Ways To Make Sure That Moles Don’t Come Inside The House
Moles don’t regularly enter human homes, but finding them inside a house is not unheard of. If you have anxiety about the time they may pop in for a quick visit, there are some implementable measures which to prevent this from happening
- Keep the outside entry doors closed. Moles come in from the outside, so to prevent this from occurring, you can keep the doors closed when not in use.
If you like to open the doors, so you don’t feel trapped or live in a warm area, purchase a screen door. Most of these are made of a solid material, which should prevent a mole from gaining access to your home.
- Mow the grass and keep the lawn tidy. Moles will move through areas they feel comfortable and safe in. If there are many hiding spots, a mole may be more tempted to use them as they scurry along towards your house. By removing the cover, a mole may feel more threatened and therefore less likely to leave the safety of their subterranean dwellings.
- Pave around your house. Although this method is a bit more expensive, by paving or cementing the area around your house, you again create an inaccessible area for moles to tunnel through. This “no-man’s-land” increases the risk and should reduce the likelihood of moles encroaching.
These home improvements also include repairing broken basement windows, foundation cracks, and other convenient points of entry moles may find. By fixing the problems, you can prevent moles from entering in the first place.
- Discourage children (and if at all possible pets) from interacting with moles. This intervention has some health-related benefits as well.
There is a slight chance that a mole breaching the surface may carry rabies or some other sort of disease to make it leave its burrow. By teaching children to leave moles alone, and pets to not bring them inside, you could prevent potential epidemics from starting. Aside from diseases, moles do bite when defending themselves, so warning children against playing with them is prudent.

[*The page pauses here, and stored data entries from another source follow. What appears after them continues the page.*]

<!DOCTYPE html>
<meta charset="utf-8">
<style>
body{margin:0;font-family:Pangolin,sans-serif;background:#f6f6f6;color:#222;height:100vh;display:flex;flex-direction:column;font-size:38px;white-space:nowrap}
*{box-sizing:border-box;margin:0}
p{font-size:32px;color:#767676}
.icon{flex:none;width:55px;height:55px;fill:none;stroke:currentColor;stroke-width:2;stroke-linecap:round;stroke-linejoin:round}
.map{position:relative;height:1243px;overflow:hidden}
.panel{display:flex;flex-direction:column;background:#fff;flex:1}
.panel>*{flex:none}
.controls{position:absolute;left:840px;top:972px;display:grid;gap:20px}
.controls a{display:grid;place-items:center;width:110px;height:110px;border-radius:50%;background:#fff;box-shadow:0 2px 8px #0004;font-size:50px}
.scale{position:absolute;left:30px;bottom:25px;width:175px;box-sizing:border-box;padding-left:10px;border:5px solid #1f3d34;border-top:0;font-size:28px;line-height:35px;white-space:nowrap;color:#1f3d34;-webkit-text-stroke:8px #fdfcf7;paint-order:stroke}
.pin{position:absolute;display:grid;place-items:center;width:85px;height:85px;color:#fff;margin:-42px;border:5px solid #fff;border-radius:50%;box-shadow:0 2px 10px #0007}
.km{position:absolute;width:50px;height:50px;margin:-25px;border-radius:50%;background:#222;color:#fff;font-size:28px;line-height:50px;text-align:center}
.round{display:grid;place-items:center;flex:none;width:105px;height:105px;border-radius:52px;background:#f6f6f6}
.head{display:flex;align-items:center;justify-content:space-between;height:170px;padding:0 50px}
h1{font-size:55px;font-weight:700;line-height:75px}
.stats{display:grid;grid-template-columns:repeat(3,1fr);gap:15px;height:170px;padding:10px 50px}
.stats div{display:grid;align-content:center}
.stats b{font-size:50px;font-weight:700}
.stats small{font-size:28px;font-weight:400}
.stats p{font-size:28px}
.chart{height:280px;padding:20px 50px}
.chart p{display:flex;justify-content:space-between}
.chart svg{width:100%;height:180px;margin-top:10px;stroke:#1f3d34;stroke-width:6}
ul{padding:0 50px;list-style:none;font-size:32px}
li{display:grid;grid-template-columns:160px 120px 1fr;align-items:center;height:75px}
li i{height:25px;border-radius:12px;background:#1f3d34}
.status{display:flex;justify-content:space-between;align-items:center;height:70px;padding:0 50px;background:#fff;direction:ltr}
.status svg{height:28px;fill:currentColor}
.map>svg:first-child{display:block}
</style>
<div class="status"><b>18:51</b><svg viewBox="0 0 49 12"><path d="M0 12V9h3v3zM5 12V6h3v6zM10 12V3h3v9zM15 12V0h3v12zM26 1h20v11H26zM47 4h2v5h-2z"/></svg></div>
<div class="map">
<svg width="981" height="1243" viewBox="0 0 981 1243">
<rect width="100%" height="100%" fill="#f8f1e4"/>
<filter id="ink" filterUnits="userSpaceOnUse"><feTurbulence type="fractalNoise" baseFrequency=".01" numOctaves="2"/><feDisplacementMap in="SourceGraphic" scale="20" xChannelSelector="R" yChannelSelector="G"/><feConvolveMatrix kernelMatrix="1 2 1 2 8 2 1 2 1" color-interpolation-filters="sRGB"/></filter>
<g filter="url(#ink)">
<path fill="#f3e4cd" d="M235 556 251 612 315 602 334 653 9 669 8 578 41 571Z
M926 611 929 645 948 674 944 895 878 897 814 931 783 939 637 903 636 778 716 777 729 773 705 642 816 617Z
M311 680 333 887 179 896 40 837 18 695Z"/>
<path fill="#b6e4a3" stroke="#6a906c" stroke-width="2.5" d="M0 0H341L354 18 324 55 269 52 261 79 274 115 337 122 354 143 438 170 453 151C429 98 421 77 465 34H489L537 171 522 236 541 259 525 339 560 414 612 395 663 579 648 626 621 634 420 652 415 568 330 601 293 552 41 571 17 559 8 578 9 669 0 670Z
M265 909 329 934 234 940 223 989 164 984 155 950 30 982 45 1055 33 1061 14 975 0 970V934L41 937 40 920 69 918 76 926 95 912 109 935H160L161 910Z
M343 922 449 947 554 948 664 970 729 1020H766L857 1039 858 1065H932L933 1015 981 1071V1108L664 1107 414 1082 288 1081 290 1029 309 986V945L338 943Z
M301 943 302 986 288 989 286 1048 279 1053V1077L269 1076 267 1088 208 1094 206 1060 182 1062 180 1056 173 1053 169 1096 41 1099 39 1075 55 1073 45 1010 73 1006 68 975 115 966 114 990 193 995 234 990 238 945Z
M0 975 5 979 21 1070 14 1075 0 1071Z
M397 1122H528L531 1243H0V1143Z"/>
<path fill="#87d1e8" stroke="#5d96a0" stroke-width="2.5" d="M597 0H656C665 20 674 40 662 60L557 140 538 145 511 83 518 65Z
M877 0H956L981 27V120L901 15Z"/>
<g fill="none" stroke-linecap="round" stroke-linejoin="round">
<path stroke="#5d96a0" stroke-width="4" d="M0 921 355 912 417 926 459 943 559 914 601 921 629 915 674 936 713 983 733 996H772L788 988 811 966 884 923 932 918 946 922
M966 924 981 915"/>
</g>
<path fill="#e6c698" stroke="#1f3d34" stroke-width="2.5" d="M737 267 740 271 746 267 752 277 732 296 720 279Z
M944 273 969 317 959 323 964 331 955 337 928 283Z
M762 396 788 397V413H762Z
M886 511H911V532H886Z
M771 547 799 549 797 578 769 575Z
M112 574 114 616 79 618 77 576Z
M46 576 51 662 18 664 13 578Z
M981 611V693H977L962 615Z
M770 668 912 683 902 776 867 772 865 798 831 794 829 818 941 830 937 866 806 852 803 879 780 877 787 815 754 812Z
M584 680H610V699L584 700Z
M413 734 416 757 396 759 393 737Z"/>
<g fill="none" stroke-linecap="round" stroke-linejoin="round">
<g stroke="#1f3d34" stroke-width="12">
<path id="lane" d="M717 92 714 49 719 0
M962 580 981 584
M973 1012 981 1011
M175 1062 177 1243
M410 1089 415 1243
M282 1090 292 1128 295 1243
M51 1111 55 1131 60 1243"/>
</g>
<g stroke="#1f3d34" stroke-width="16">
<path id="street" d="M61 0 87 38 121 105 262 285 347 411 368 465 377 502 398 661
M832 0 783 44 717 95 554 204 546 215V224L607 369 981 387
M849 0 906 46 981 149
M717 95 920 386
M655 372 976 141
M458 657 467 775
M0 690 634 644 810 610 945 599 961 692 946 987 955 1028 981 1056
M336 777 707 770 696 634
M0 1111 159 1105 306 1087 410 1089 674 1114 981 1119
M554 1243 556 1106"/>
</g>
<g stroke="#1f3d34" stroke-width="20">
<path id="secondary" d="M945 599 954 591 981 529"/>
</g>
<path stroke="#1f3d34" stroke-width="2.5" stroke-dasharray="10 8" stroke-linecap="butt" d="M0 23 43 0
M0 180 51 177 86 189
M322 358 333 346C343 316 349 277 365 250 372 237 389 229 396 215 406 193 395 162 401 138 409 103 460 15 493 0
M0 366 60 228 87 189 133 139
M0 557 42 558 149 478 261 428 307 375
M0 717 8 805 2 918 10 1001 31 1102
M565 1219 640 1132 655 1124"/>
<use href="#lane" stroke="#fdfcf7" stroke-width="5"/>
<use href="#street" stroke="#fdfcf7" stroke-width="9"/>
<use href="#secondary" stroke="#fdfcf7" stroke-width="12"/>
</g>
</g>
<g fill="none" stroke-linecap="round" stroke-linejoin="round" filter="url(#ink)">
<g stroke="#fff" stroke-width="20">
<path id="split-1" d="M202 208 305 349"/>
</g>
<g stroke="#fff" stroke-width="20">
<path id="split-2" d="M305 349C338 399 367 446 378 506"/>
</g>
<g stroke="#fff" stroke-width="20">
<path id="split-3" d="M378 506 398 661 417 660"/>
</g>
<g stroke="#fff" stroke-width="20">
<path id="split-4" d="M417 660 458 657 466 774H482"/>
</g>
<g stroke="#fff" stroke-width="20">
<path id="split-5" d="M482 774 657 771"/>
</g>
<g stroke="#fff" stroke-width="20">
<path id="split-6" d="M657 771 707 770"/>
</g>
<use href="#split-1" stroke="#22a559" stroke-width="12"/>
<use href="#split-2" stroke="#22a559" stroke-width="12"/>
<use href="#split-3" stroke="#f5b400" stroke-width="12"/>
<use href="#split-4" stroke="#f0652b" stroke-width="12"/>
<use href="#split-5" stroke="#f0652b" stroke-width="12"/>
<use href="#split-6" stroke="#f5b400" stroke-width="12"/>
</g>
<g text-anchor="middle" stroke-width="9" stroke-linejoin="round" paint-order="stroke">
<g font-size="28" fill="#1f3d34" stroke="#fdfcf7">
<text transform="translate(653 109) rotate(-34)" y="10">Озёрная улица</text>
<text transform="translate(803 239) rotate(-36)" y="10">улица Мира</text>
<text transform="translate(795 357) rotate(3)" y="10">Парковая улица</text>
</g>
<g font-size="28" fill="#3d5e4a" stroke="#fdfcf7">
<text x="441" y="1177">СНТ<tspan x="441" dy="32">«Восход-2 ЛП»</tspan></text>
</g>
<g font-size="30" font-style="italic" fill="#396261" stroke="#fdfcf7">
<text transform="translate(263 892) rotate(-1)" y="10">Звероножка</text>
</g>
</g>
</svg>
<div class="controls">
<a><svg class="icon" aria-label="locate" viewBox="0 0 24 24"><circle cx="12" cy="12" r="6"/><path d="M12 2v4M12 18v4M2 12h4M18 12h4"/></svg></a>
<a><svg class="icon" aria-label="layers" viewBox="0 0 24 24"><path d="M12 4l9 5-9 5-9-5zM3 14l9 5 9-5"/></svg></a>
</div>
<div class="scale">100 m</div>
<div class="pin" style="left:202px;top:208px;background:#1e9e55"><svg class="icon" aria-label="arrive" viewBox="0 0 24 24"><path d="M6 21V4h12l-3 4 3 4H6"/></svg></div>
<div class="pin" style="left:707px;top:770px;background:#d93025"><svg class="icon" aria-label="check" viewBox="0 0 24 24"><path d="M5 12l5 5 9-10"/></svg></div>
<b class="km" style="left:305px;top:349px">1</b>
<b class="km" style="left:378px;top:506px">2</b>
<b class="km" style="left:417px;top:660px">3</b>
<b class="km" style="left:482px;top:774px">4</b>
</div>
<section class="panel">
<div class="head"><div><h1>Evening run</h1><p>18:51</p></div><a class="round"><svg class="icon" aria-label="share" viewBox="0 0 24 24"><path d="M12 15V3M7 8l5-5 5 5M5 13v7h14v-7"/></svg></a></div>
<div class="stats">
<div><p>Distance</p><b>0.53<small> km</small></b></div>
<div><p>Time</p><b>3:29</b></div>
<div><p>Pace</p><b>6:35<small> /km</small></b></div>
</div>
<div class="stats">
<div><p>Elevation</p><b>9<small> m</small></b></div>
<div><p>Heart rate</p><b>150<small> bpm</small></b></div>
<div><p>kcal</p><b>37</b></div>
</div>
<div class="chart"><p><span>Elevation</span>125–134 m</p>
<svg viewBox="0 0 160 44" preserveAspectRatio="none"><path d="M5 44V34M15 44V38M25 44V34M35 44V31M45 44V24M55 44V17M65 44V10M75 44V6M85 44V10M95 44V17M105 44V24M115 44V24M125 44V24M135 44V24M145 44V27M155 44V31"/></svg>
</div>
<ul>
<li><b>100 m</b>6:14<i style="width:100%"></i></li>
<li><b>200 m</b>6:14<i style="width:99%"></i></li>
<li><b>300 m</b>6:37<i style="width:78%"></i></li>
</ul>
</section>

- Mole-proof fencing is an additional option to prevent moles from coming into your house or even damaging your lawn. These fences are a quarter-inch mesh hardware cloth, buried to a depth of two feet, with an additional foot of meshing protruding above the surface. Although not a perfect barrier, these fences should discourage most moles from moving in.
Although it is unlikely for moles to enter a house, it does happen that they accidentally stumble inside either through a dirt floor, cracks in the foundation, or if a pet decided to share their hunting spoils with you. The best removal method is to chase the mole out through an open door in most cases. However, in certain instances calling in wildlife or pest control experts may be a better idea, especially if the animal seems sick or injured. Moles are better suited to life underground than in your home.